Among its regular contributors are love expert Bruce Hart and medical correspondent Mary Bess Zouvas. Claude’s professional experience is in critical care nursing, occupational health and health management, so it’s no surprise health is a primary focus of the show. Marcia Lane, the executive director of the Haiti Nursing Foundation, was a recent guest.
Claude sees physical fitness and health directly tied to wealth. “Mostly we talk about health and the wealth is missing.” This is especially true in Haiti, the poorest nation in the Western Hemisphere.
“I’m taking on speaking about financial fitness,” said Claude. “Haitians are always excited, we always want to start businesses. But in Chicago we have not been successful in maintaining successful businesses, like restaurants.”
Claude lamented about not being able to get traditional Haitian cuisine in Chicago, like mais moulu – a type of corn meal served with red beans or avocado.
While she may not be able to recreate the aromas and tastes of Haiti on the radio, Claude can bring the sound of the Caribbean to Chicago listeners. The show features music from the islands including recordings made by Gulley for his theater production.
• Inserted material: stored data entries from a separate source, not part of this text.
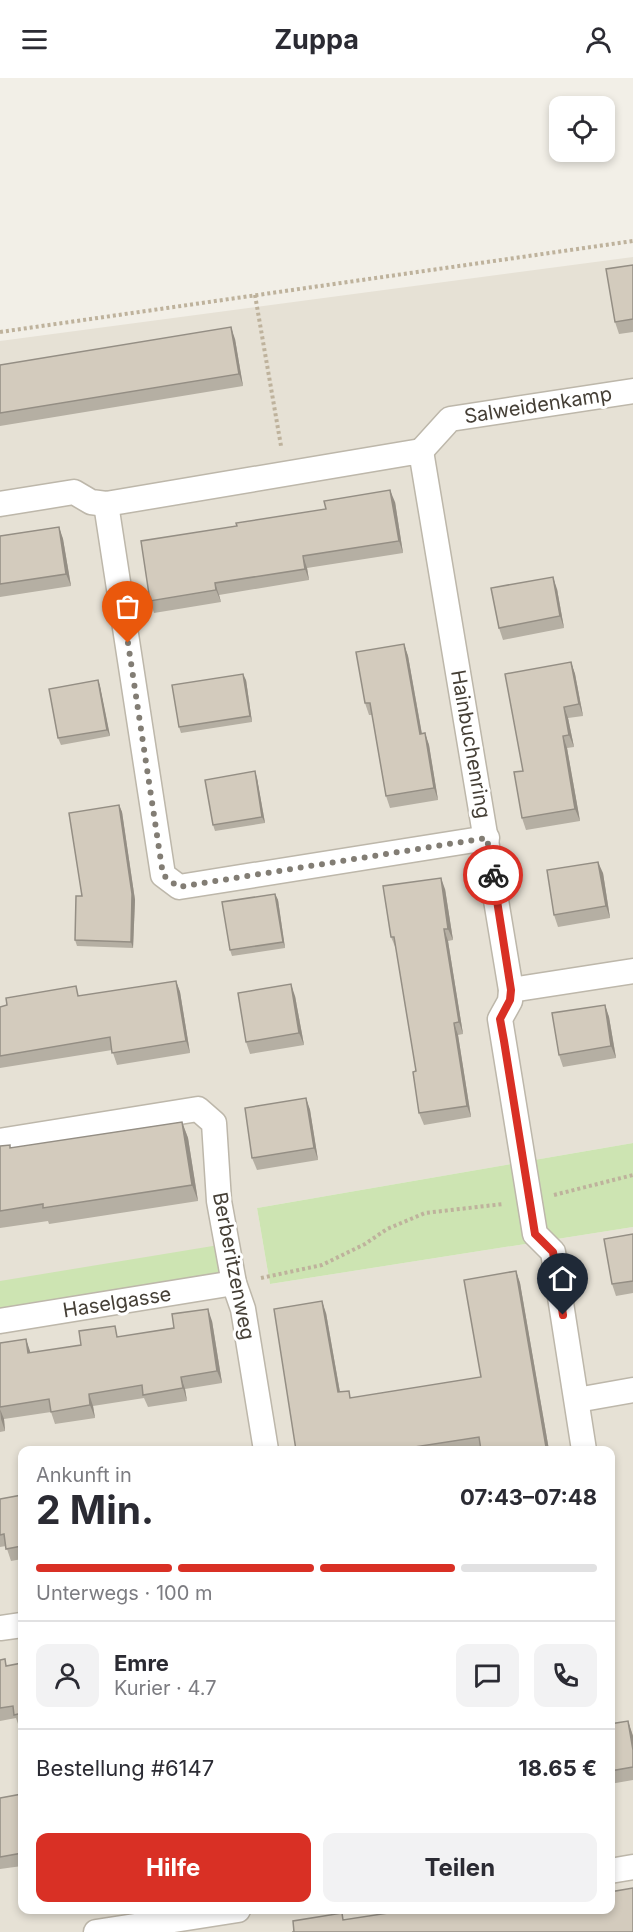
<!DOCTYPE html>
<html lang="de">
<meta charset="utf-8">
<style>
:root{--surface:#fff;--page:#f2f2f3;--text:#2b2b33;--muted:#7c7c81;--line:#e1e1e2;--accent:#d93025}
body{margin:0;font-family:Inter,sans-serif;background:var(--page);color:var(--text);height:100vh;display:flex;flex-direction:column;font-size:22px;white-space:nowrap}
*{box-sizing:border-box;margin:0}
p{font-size:20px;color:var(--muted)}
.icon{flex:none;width:33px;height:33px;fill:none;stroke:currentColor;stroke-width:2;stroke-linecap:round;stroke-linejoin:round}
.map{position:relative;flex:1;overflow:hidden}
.drawer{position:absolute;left:18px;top:1368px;width:597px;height:468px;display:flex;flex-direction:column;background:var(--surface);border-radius:12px;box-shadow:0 3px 9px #0003}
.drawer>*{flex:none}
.controls{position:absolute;left:549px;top:18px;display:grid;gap:12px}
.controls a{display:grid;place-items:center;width:66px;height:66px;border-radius:12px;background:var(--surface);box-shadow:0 3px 9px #0003;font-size:30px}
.pin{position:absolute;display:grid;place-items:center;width:51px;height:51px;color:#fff;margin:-62px -26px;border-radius:50% 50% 50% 0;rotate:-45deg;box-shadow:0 0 6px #0007}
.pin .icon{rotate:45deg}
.courier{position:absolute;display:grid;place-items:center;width:60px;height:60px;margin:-30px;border:4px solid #d93025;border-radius:50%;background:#fff;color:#222;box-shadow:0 2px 8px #0007}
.headline em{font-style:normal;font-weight:700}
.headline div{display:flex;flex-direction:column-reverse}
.headline{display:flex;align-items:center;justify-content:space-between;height:102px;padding:0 18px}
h1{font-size:39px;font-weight:700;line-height:45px}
.bar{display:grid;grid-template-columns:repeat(4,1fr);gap:9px 6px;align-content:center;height:72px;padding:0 18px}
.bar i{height:8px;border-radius:4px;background:var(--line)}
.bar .on{background:var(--accent)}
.bar p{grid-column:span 4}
.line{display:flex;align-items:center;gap:15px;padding:0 18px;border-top:2px solid var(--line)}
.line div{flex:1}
.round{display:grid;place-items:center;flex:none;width:63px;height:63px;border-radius:12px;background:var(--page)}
.primary-button{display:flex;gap:12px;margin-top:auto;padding:12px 18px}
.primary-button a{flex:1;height:69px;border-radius:12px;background:var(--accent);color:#fff;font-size:24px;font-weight:700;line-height:69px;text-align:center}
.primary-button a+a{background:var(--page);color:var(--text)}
header{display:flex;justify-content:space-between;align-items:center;height:78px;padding:0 18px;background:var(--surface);font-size:27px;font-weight:700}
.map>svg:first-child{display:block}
</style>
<header><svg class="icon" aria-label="menu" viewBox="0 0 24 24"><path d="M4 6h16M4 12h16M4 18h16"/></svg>Zuppa<svg class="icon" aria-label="person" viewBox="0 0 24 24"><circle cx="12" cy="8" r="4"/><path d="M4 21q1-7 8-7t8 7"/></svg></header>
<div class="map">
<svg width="633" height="1854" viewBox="0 0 633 1854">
<rect width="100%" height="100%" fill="#f2efe7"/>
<path fill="#e6e1d5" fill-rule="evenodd" d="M633,179V1065L257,1130L270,1206L633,1149V1854H0V263ZM22,1372H610V1832H22Z"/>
<g fill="#cde4b2">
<polygon points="633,1065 633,1149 270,1206 257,1130"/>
<polygon points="231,1165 238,1199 0,1236 0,1203"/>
</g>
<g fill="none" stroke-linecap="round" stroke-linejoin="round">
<g stroke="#bdb7aa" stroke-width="27">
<g id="minor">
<polyline points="421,373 450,341 633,313"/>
<polyline points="0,426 74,414 91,424 106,426 421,373 511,912 510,923 500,941 535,1156 553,1174 584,1372"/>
<polyline points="106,426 163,797 179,809 487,760"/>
<polyline points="511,912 633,893"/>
<polyline points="0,1063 198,1031 214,1045 219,1123 234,1205 243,1231 266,1372"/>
<polyline points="0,1243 234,1205"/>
<polyline points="577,1322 633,1312"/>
<polyline points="0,1550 22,1547"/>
<polyline points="610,1793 633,1789"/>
<polyline points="96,1854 238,1832"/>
</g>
</g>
<g stroke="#beb29c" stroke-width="4" stroke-dasharray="3 3" stroke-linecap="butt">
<polyline points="255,217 281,368"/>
<polyline points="0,254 633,163"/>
<polyline points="554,1117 633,1097"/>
<polyline points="261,1200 322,1187 365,1166 387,1151 425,1135 503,1126"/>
</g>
<use href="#minor" stroke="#fff" stroke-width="24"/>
</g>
<g fill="#b5afa3">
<polygon points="633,187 633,254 619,256 615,244"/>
<polygon points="235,261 243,308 0,348 0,287"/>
<polygon points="395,424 403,475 307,490 309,502 219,517 221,524 154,535 150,523"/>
<polygon points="59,449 63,461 71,508 0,519 0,458"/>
<polygon points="557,511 564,550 503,562 499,550"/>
<polygon points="404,566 408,578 422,656 425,655 429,667 438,722 390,730 386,718 372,637 369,637 365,625"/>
<polygon points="571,584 575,596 583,638 568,640 574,669 567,670 580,743 526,752 522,740"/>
<polygon points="98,602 100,608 110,658 61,667 58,660"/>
<polygon points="246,602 252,644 181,655 179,649"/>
<polygon points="257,700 265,745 215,753 213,747"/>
<polygon points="119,727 122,734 135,822 133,870 77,868 75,862"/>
<polygon points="603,795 610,840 558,849 554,837"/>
<polygon points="445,811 453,862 448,863 463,956 458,957 471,1039 424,1047 419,1035 416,993 396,871 391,859"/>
<polygon points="275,816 278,822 285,870 232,878 230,872"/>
<polygon points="176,903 180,914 190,975 117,987 112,972 0,990 0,929 79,918"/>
<polygon points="295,918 304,967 250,976 246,964"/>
<polygon points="605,927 609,939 616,980 563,989 559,977"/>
<polygon points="306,1020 310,1032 318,1082 257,1092 252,1080"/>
<polygon points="182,1044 188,1060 198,1123 49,1146 48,1143 0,1150 0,1068 11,1070"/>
<polygon points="633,1156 633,1215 616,1218 612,1206"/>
<polygon points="516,1193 520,1205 549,1372 481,1372 481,1371 469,1372 296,1372 326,1235 340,1314 351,1320 481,1299"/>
<polygon points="212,1243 222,1305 185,1311 187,1323 148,1329 144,1320 93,1328 95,1340 55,1346 51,1334 4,1341 5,1353 0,1354 0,1265 26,1261 30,1275 81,1267 119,1259"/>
<polygon points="22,1417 22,1481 11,1483 6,1468 0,1469 0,1421"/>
<polygon points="0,1582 8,1588 22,1585 22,1648 19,1649 16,1640 0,1643"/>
<polygon points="628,1643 633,1658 633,1702 610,1706 610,1646"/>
<polygon points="22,1716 22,1788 0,1791 0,1720"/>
</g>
<g fill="#948e84">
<polygon points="231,249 235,261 243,308 239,296"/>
<polygon points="390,412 395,424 403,475 399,463"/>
<polygon points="59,449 63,461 71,508 66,496"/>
<polygon points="303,478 307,490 309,502 305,491"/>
<polygon points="553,499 557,511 564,550 560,538"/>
<polygon points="215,505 219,517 221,524 216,512"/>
<polygon points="404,566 408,578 424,668 420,656"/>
<polygon points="571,584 575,596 583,638 579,626"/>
<polygon points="243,596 246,602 252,644 250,638"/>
<polygon points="98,602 100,608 110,658 107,652"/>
<polygon points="564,629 568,640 574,669 569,657"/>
<polygon points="425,655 429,667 438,722 434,710"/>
<polygon points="563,658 567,670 580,743 575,731"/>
<polygon points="255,693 257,700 265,745 262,739"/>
<polygon points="119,727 122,734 135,822 133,870 131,864"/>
<polygon points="598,784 603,795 610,840 606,828"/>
<polygon points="441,800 445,811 453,862 448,851"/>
<polygon points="275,816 278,822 285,870 283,864"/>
<polygon points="444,851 448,863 463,956 459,944"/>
<polygon points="176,903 180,914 190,975 186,963"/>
<polygon points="291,906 295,918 304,967 299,955"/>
<polygon points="605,927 609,939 616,980 611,968"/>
<polygon points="454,945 458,957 471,1039 467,1028"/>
<polygon points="306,1020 310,1032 318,1082 314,1070"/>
<polygon points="182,1044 188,1060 198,1123 192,1107"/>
<polygon points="516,1193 520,1205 549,1372 547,1372 546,1369"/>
<polygon points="322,1223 326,1235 342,1326 338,1314"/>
<polygon points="208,1231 212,1243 222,1305 217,1293"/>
<polygon points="26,1261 30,1273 32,1288 28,1275"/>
<polygon points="181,1299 185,1311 187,1323 183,1310"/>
<polygon points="89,1316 93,1328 95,1340 90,1327"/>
<polygon points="0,1331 4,1341 5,1353 1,1341"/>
<polygon points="628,1643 633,1658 633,1672"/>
</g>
<g fill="#d3cbbd" stroke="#948e84" stroke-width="1.5">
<polygon points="633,187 633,241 615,244 606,191"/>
<polygon points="231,249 239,296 0,335 0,287"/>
<polygon points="390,412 399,463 303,478 305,491 215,505 216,512 150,523 141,463 237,448 236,445 326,431 324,423"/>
<polygon points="59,449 66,496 0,506 0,458"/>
<polygon points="553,499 560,538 499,550 491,510"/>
<polygon points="404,566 420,656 425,655 434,710 386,718 370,625 365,625 356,574"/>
<polygon points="571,584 579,626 564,629 569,657 563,658 575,731 522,740 514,694 523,693 505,596"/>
<polygon points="243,596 250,638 179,649 172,607"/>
<polygon points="98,602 107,652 58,660 49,611"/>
<polygon points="255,693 262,739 213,747 205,702"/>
<polygon points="119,727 132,816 131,864 75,862 76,818 82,818 69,735"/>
<polygon points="598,784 606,828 554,837 547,792"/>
<polygon points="441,800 448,851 444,851 459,944 454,945 467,1028 419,1035 413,994 416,993 394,859 391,859 383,808"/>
<polygon points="275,816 283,864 230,872 222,824"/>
<polygon points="176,903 186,963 112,975 110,959 0,978 0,929 7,927 6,920 76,908 78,918"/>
<polygon points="291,906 299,955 246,964 238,915"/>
<polygon points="605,927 611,968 559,977 552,935"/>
<polygon points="306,1020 314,1070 252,1080 245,1030"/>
<polygon points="182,1044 192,1107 43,1130 43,1126 0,1133 0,1068 10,1067 10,1070"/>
<polygon points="633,1156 633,1203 612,1206 604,1161"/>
<polygon points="516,1193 546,1369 524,1372 481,1372 479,1359 395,1372 296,1372 274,1231 322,1223 338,1314 349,1313 350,1320 481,1299 464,1202"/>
<polygon points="208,1231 217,1293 181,1299 183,1310 143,1317 142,1307 89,1316 90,1327 51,1334 49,1321 0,1329 0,1265 26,1261 28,1275 81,1267 79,1253 115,1248 117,1259 174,1250 172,1236"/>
<polygon points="22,1417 22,1468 6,1471 4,1456 0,1457 0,1421"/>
<polygon points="5,1581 6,1588 22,1585 22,1635 14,1637 13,1628 0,1630 0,1582"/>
<polygon points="628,1643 633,1672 633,1689 610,1693 610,1646"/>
<polygon points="22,1716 22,1775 0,1779 0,1720"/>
<polygon points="633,1810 633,1854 292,1854 294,1854 293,1843 342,1835 343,1842 408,1832 610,1832 610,1814"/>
</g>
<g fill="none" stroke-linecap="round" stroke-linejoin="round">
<polyline stroke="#827d74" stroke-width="6" stroke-dasharray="0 10.8" points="128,565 163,797 178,809 487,760 493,797"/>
<polyline stroke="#d93025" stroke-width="8" points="493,797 511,912 510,922 500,941 504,963 535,1156 553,1174 563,1237"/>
</g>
<g text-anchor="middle" stroke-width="6" stroke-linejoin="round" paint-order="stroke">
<g font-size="20" fill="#453f36" stroke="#fff">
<text transform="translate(538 327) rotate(-9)" y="7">Salweidenkamp</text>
<text transform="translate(471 666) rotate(80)" y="7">Hainbuchenring</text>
<text transform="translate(234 1188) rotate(79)" y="7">Berberitzenweg</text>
<text transform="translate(117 1224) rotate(-9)" y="7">Haselgasse</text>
</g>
</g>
</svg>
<div class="controls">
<a><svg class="icon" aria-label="locate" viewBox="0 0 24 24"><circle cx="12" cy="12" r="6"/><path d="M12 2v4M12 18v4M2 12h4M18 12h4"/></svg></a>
</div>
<div class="pin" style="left:128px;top:565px;background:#ea580c"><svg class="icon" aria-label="bag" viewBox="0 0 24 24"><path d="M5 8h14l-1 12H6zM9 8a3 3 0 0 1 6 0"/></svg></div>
<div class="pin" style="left:563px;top:1237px;background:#1f2937"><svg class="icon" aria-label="home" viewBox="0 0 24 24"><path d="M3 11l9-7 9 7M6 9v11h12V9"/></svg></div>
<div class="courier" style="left:493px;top:797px"><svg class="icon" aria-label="bike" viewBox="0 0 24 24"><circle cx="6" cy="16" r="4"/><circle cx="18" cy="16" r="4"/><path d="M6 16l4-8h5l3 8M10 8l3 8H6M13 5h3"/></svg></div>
<section class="drawer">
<div class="headline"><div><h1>2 Min.</h1><p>Ankunft in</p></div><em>07:43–07:48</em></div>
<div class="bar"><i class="on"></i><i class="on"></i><i class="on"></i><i></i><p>Unterwegs · 100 m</p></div>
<div class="line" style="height:108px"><a class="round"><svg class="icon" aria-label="person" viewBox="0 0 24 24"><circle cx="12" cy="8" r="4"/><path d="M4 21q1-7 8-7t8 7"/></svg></a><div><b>Emre</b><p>Kurier · 4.7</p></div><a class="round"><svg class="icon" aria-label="chat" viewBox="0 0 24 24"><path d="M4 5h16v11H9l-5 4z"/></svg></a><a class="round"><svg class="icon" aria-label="phone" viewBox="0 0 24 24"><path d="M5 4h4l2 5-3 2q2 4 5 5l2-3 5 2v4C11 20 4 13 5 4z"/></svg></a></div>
<div class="line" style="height:78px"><div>Bestellung #6147</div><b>18.65 €</b></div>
<div class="primary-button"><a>Hilfe</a><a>Teilen</a></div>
</section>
</div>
On Gulley’s recording, Nicole’s sultry, inspired voice drifts across a background of musical infinities crooning, “Love is my papa calling me ‘pipirite chantant’ [a small singing bird], love is my mom telling me that I am ‘potelé’ [healthy], love is my second mom, love is my brother Jean sending me a trousseau of clothes from the USA, love is my brother Ronald cooking for me…”
Through the love of her homeland and a commitment to her culture, Nicole Claude is giving the Haitian community an opportunity to connect with each other and its heritage. She plans to connect with her own heritage by traveling to Haiti to find out about her father and to broadcast from the island.
One of the challenges in connecting the community is actually hearing her voice over a wide area. “There are a lot of stations in Evanston [a suburb just north of Chicago] but the frequency is not strong enough to hear in my town [in the western suburbs]. My show is not able to reach everyone,” said Claude.
Her goal is to build a team of investors and vendors to create and operate a 24-hour/7-days a week radio station in Chicago dedicated to Caribbean issues that can be heard all over the Midwest.
“The future is a Caribbean voice, a Haitian voice that can be heard in Chicago,” said Claude.